• [What to do]: Using the records below, write out again exactly the lines that begin at the line containing "translate:-50% -50%; white-space:nowrap;" and end at the line containing "padding:2px 6px; background:#fff;", and no other lines.

═══ Material provided

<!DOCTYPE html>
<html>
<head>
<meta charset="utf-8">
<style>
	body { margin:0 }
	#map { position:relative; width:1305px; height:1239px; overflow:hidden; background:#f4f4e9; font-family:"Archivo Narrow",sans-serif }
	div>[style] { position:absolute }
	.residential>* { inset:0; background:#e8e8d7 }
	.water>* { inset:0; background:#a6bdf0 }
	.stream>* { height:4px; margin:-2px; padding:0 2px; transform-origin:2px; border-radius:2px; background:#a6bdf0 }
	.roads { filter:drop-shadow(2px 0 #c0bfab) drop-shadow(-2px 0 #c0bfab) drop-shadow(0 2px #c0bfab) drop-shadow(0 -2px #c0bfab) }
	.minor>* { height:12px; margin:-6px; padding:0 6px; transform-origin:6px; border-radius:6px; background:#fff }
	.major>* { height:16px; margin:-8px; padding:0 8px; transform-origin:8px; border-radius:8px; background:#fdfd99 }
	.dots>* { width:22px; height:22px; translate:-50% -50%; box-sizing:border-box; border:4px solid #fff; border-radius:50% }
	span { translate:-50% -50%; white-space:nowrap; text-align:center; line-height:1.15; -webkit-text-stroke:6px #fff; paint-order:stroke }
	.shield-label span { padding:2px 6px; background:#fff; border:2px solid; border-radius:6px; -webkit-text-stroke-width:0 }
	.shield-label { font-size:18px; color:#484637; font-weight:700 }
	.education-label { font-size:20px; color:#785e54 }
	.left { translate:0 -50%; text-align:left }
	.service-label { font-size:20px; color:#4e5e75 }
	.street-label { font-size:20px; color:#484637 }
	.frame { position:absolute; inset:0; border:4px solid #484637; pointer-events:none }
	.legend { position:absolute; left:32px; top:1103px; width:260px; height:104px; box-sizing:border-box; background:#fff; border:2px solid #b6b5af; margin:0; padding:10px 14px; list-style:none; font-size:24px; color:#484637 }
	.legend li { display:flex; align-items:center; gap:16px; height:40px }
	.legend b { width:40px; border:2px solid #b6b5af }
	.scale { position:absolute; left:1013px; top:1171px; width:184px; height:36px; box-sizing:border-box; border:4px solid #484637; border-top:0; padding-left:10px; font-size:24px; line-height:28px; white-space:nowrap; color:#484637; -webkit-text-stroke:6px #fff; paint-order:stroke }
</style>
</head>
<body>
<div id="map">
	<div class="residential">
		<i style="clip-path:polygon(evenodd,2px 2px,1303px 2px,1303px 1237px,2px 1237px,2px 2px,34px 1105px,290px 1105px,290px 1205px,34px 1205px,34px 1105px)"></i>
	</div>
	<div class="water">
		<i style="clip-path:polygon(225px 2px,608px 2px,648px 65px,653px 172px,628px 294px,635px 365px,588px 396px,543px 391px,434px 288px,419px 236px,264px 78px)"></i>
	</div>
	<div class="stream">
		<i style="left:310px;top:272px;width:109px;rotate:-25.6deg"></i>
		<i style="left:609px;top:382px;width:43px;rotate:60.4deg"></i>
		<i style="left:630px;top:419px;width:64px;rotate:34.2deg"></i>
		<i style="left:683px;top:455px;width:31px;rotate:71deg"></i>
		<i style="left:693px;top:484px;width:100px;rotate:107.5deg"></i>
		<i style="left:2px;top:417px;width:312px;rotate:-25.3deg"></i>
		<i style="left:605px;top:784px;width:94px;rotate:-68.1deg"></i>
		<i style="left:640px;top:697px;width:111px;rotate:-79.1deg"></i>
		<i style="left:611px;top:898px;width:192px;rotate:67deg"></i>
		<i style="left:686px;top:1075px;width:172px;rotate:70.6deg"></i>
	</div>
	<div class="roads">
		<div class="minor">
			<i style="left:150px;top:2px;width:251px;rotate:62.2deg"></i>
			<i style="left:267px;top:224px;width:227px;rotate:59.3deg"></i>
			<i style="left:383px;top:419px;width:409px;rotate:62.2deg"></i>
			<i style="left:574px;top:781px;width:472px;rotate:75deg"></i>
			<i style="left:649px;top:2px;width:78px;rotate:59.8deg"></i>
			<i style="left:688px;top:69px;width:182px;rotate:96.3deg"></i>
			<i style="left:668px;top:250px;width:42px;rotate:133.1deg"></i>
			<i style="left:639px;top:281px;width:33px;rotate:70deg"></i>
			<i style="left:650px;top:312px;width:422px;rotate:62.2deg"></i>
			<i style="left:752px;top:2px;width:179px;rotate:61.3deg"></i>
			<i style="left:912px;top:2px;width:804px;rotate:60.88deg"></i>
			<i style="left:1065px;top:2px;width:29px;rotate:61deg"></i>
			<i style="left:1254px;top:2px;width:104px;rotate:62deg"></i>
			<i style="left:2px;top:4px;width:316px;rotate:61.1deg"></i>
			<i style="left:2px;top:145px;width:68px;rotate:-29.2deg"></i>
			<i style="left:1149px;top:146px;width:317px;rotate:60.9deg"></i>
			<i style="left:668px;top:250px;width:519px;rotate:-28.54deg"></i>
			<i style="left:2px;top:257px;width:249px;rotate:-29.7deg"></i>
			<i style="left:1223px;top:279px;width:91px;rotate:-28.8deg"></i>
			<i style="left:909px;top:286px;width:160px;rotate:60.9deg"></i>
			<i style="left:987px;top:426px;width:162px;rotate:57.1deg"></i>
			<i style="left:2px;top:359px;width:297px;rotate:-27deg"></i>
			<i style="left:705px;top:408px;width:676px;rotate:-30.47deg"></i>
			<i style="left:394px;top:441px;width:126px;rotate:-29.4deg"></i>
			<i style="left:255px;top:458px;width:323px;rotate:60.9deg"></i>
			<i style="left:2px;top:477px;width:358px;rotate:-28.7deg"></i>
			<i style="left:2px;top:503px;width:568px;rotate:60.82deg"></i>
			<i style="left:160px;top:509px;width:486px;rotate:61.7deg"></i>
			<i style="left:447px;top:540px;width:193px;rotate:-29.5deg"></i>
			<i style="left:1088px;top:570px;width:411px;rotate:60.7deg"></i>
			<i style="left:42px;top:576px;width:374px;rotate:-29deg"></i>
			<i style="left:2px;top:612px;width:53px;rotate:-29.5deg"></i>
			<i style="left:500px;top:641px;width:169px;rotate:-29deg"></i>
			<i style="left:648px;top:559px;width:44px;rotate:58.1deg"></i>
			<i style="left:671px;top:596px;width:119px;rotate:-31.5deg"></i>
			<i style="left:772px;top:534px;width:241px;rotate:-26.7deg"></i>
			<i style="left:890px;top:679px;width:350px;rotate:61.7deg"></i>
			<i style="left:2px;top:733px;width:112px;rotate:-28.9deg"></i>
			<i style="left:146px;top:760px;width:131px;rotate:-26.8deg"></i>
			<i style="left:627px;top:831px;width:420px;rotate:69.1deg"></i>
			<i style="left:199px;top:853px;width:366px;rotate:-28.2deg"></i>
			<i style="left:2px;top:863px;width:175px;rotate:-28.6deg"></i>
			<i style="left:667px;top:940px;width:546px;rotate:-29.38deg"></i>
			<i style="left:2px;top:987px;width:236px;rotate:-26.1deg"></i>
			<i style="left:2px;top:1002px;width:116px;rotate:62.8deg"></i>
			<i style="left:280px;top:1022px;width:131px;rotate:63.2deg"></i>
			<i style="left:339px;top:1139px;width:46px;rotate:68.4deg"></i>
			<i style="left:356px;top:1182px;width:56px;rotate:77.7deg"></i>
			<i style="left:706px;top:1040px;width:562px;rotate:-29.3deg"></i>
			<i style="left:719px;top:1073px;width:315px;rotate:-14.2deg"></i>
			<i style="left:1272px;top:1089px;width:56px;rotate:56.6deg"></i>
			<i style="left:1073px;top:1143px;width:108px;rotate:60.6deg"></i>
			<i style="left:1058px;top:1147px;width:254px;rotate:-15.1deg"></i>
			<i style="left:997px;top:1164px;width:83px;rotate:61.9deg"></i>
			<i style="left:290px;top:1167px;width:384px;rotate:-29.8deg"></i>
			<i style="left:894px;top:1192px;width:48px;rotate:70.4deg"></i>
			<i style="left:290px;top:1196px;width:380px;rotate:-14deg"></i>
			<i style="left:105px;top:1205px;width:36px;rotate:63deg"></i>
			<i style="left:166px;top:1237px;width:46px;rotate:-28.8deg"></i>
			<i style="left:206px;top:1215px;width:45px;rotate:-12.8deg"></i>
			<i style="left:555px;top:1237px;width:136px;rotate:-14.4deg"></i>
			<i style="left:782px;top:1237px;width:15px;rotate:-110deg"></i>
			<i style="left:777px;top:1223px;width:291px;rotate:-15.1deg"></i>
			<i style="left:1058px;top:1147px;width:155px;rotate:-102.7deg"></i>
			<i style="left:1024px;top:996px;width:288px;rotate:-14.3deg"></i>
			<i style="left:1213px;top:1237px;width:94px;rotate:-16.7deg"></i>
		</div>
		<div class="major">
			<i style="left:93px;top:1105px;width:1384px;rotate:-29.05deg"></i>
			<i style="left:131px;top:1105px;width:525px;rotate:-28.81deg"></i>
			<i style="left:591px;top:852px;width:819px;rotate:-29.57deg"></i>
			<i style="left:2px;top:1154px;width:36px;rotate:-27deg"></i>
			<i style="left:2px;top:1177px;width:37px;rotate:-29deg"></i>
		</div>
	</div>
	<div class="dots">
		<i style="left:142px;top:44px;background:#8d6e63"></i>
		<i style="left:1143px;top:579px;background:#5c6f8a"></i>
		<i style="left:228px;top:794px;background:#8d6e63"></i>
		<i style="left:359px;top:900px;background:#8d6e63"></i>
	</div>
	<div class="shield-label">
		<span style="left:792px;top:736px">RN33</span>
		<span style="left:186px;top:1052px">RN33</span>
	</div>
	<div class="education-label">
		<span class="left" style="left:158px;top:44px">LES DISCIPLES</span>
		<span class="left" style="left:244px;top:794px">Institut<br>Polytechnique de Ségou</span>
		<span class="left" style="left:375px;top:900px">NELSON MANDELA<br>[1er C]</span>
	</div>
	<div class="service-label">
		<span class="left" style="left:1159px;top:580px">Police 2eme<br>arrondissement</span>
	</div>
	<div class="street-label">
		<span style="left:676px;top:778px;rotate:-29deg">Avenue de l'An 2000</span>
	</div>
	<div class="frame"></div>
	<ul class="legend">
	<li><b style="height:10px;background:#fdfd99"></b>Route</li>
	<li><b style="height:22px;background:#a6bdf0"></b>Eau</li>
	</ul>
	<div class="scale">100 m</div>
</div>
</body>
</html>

══════

• [Response below]:
	span { translate:-50% -50%; white-space:nowrap; text-align:center; line-height:1.15; -webkit-text-stroke:6px #fff; paint-order:stroke }
	.shield-label span { padding:2px 6px; background:#fff; border:2px solid; border-radius:6px; -webkit-text-stroke-width:0 }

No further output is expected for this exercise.